DNA structure. SSR DNA sequences are capable of forming a wide variety of unusual DNA structures with simple and complex loop-folding patterns. For example, the hairpin formed by the fragile X repeat (CCG)_n, and the bipartite triplex formed by (GAA)_n/(TTC)_n, show simple loopfolding. Such triplex structures may have important regulatory effects on gene expression (Fabregat et al. 2001). The human centromeric repeat (AATGG)_n can form a double-folded hairpin DNA structure (Catasti et al. 1999). Similarly, short triplet repeats have been shown to form extensive secondary structures when single-stranded (Zheng et al. 1996). Longer (CAG) and (CTG) repeats produce unusual secondary structures upon denaturation and subsequent renaturation (Pearson & Sinden 1996). The formation of such stable structures offers a mechanism of unwinding which is advantageous during transcription, and provides unique protein recognition motifs (Catasti et al. 1999). In many species, dimeric SSR relative abundance, which represents most of the departure from randomness in genome sequence, may also reflect duplex curvature, supercoiling, and other higher-order DNA structural features (Karlin et al. 1998; Baldi & Basnee 2000). The repeat number seems to be a critical parameter that determines the balance between the advantage gained from an unusual structure during gene expression and the disadvantage posed by the same structure during replication (Catasti et al. 1999).
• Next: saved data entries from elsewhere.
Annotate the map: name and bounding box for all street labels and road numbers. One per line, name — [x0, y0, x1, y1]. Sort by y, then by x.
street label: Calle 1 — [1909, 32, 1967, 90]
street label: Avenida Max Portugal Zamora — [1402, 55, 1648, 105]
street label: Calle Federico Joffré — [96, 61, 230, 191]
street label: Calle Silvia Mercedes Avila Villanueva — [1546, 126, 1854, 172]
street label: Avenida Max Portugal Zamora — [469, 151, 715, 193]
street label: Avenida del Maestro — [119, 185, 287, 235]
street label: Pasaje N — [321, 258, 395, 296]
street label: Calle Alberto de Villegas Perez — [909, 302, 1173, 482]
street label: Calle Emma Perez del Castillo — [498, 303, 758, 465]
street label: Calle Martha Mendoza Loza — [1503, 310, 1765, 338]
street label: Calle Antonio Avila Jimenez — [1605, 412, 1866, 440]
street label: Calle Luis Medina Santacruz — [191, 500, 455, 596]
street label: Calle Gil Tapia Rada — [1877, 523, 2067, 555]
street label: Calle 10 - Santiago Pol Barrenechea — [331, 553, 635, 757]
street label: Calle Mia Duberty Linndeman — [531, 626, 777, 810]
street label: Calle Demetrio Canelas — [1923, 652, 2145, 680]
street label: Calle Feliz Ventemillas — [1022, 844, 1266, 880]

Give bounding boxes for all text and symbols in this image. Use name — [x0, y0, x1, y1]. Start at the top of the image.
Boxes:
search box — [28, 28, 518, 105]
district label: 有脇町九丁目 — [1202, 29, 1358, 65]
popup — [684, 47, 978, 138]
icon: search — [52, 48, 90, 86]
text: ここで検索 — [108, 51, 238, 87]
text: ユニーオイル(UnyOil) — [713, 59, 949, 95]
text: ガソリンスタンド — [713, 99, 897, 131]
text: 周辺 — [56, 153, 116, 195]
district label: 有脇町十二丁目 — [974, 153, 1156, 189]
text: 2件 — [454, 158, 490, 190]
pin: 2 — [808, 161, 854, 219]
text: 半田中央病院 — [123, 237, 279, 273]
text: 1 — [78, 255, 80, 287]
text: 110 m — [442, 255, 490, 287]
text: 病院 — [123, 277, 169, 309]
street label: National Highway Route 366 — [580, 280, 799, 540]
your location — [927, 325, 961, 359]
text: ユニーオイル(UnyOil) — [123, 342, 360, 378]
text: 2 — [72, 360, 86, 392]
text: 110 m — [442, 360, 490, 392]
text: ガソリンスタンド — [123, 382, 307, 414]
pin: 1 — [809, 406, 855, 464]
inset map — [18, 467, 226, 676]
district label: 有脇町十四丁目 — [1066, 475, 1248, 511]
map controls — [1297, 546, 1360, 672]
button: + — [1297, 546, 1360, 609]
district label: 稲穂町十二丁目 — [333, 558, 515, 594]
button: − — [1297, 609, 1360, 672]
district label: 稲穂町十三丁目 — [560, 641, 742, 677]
Centromere and telomere. In many species, the centromeric region of chromosomes is composed of numerous tandem repeats, which affect the centromere organization. Long SSRs with mono-, di-, tri- and tetranucleotide motifs are highly clustered in the centromeric regions of tomato (Areshchenkova & Ganal 1999), Arabidopsis (Brandes et al. 1997), and sugar beet Beta vulgaris (Schmidt & Heslop-Harrison 1996). In Neurospora crassa, genomic Southern blots and sequence analysis of centromeric repetitive DNA revealed a unique centromere structure containing a divergent family of centromere-specific repeats (Centola & Carbon 1994). The characteristics and arrangements of simple repeats in the N. crassa centromere are similar to those seen in Drosophila centromeres, but relative abundance of each class of repeats is unique to Neurospora (Cambareri et al. 1998). In Drosophila minichromosomes, the centromere-flanking DNA predominantly contains highly repeated sequences, and the number of repeats required for normal transmission differs among cell division types and between the sexes (Murphy & Karpen 1995).

The assembly of divergent tandem sequences into chromosome-specific higher-order repeats appears to be a common organizational feature of many organismal centromeres, and also suggests that the evolutionary mechanism(s) that creates and maintains high-order repeats is conserved among their genomes (Janzen et al. 1999). The ubiquity of repetitive sequences among diverse species at sites of primary constriction also argues for a strong evolutionary link between centromere structure and function (Eichler 1999). The centromere-flanking repeated DNA may perform two functions: sister chromatid cohesion and indirect assistance in kinetochore formation or function (Murphy & Karpen 1995).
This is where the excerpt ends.